THE RECORDS:
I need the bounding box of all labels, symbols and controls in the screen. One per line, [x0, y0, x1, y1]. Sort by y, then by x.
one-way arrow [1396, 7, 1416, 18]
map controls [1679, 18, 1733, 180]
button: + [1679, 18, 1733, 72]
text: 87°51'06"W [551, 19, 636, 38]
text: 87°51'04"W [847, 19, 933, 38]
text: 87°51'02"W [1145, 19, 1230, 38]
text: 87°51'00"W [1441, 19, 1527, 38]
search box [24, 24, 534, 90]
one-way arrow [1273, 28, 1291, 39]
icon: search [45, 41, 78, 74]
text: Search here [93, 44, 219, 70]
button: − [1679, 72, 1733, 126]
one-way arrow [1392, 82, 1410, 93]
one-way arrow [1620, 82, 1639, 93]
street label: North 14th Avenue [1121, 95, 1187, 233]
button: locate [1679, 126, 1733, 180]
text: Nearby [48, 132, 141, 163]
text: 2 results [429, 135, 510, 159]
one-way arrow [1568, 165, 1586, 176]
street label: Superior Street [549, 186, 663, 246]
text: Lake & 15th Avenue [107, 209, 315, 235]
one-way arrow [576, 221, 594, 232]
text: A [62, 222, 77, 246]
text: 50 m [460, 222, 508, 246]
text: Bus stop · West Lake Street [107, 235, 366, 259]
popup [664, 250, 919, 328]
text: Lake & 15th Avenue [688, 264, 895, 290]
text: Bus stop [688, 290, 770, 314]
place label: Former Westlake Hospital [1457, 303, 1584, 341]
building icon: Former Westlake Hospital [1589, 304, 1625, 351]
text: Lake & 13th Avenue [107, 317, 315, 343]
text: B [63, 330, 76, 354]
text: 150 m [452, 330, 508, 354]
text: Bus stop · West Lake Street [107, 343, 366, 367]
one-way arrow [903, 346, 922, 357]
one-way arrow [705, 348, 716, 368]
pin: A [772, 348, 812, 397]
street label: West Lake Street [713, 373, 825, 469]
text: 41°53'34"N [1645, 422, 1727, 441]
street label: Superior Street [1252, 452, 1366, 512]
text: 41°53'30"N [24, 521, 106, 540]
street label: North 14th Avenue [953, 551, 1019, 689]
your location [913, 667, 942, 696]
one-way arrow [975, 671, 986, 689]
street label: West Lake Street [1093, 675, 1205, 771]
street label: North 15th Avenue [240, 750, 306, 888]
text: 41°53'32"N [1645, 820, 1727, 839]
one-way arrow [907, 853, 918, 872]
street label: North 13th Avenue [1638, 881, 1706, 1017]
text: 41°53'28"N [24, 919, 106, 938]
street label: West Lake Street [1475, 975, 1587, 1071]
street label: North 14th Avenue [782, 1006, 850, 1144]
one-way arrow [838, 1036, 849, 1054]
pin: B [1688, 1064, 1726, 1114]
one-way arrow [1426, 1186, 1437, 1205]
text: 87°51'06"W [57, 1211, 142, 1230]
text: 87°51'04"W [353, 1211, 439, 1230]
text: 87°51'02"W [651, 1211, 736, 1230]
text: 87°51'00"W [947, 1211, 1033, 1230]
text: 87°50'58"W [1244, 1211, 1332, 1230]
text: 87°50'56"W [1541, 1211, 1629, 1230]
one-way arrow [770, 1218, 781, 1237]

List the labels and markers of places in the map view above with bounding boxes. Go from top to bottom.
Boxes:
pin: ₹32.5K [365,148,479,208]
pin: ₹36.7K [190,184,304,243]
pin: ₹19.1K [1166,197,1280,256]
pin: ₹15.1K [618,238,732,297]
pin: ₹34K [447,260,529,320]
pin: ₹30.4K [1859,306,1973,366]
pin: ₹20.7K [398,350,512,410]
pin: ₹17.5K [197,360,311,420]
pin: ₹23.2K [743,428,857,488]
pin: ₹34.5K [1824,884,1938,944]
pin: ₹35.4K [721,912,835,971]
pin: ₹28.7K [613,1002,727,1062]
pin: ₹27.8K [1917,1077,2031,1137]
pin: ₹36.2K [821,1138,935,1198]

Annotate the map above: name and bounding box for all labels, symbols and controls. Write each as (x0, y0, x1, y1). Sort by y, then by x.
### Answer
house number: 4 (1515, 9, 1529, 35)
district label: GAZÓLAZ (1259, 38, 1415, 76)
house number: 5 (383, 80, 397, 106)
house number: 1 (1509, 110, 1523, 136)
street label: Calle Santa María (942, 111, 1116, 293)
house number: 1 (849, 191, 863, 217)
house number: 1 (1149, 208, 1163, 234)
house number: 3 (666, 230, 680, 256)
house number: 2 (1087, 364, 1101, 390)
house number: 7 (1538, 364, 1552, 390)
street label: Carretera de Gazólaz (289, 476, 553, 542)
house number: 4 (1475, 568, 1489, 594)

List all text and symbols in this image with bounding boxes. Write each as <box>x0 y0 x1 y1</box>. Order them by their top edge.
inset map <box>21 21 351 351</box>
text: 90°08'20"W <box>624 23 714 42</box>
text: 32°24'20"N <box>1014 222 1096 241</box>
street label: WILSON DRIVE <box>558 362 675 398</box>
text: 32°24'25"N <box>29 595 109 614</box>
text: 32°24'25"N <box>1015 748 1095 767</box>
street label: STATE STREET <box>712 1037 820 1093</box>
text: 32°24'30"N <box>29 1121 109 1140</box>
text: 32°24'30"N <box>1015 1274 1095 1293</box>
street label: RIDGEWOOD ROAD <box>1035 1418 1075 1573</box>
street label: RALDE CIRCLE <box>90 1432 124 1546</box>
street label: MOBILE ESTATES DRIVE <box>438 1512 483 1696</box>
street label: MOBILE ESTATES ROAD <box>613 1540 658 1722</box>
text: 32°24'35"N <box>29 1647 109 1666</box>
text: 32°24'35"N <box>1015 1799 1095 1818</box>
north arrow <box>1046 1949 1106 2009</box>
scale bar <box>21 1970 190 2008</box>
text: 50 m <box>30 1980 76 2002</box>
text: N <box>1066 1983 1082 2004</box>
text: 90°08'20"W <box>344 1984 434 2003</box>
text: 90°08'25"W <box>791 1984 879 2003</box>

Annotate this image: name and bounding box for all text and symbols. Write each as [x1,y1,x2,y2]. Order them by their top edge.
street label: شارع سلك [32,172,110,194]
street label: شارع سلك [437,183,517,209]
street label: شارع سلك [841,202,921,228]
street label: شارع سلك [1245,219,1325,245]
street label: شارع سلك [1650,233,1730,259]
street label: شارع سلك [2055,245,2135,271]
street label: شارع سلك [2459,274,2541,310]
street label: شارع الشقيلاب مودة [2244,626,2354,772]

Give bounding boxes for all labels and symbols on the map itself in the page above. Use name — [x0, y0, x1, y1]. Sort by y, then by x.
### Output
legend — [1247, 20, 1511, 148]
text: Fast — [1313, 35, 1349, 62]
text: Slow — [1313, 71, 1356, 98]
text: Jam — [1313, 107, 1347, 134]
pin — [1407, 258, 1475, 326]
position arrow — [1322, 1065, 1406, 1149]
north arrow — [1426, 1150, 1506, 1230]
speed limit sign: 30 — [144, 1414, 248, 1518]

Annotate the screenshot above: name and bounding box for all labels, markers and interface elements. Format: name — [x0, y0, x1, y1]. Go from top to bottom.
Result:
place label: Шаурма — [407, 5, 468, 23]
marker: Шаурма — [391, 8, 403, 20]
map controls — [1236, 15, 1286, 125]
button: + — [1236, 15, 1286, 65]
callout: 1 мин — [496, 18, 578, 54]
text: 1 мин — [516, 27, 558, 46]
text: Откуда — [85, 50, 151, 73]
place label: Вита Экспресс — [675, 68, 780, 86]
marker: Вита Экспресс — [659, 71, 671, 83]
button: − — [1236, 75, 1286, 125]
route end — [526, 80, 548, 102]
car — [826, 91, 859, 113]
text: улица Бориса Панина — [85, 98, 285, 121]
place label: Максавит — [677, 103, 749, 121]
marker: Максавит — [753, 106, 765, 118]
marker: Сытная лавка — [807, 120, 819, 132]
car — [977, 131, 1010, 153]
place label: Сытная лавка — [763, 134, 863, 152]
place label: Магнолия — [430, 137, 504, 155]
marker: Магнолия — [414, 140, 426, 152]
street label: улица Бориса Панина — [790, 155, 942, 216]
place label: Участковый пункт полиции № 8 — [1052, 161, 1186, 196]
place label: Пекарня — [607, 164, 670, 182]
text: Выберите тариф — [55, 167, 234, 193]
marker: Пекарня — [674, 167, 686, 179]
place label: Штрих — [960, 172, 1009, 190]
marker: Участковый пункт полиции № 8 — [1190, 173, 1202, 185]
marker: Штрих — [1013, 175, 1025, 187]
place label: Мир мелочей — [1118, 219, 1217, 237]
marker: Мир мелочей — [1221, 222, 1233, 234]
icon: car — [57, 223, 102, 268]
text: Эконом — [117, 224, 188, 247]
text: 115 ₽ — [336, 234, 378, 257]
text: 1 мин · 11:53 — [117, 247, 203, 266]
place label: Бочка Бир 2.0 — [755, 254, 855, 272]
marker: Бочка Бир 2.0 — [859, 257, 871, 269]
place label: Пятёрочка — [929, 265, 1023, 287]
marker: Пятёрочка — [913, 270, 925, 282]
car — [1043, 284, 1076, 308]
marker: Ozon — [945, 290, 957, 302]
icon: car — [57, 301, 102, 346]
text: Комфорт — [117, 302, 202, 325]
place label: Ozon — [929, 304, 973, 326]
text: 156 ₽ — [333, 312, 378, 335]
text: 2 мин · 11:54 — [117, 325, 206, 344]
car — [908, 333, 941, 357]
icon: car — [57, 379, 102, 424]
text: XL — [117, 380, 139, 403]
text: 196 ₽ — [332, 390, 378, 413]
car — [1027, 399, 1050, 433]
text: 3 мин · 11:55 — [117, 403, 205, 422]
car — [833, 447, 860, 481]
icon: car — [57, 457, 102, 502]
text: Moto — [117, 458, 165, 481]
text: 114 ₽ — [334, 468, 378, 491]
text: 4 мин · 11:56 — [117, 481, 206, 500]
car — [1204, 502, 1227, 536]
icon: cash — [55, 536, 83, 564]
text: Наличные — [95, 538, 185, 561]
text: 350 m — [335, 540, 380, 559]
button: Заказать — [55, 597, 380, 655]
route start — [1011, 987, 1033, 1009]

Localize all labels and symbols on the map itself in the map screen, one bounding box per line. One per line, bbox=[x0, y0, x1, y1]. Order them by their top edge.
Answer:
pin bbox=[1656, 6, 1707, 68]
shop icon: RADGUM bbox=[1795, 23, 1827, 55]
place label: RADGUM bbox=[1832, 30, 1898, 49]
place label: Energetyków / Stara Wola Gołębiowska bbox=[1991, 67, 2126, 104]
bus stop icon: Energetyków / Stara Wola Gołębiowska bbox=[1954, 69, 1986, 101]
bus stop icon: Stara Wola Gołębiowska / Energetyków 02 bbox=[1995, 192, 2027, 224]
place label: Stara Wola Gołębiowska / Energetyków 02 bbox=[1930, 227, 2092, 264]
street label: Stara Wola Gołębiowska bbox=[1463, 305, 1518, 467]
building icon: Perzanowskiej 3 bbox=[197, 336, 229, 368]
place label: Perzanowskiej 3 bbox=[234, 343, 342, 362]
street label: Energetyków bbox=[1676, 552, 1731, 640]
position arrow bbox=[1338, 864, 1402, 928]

PROBLEM STATEMENT: The answer must consist of every line from the records above that holds "position".

SOLUTION FOR THIS EXERCISE:
position arrow — [1322, 1065, 1406, 1149]
position arrow bbox=[1338, 864, 1402, 928]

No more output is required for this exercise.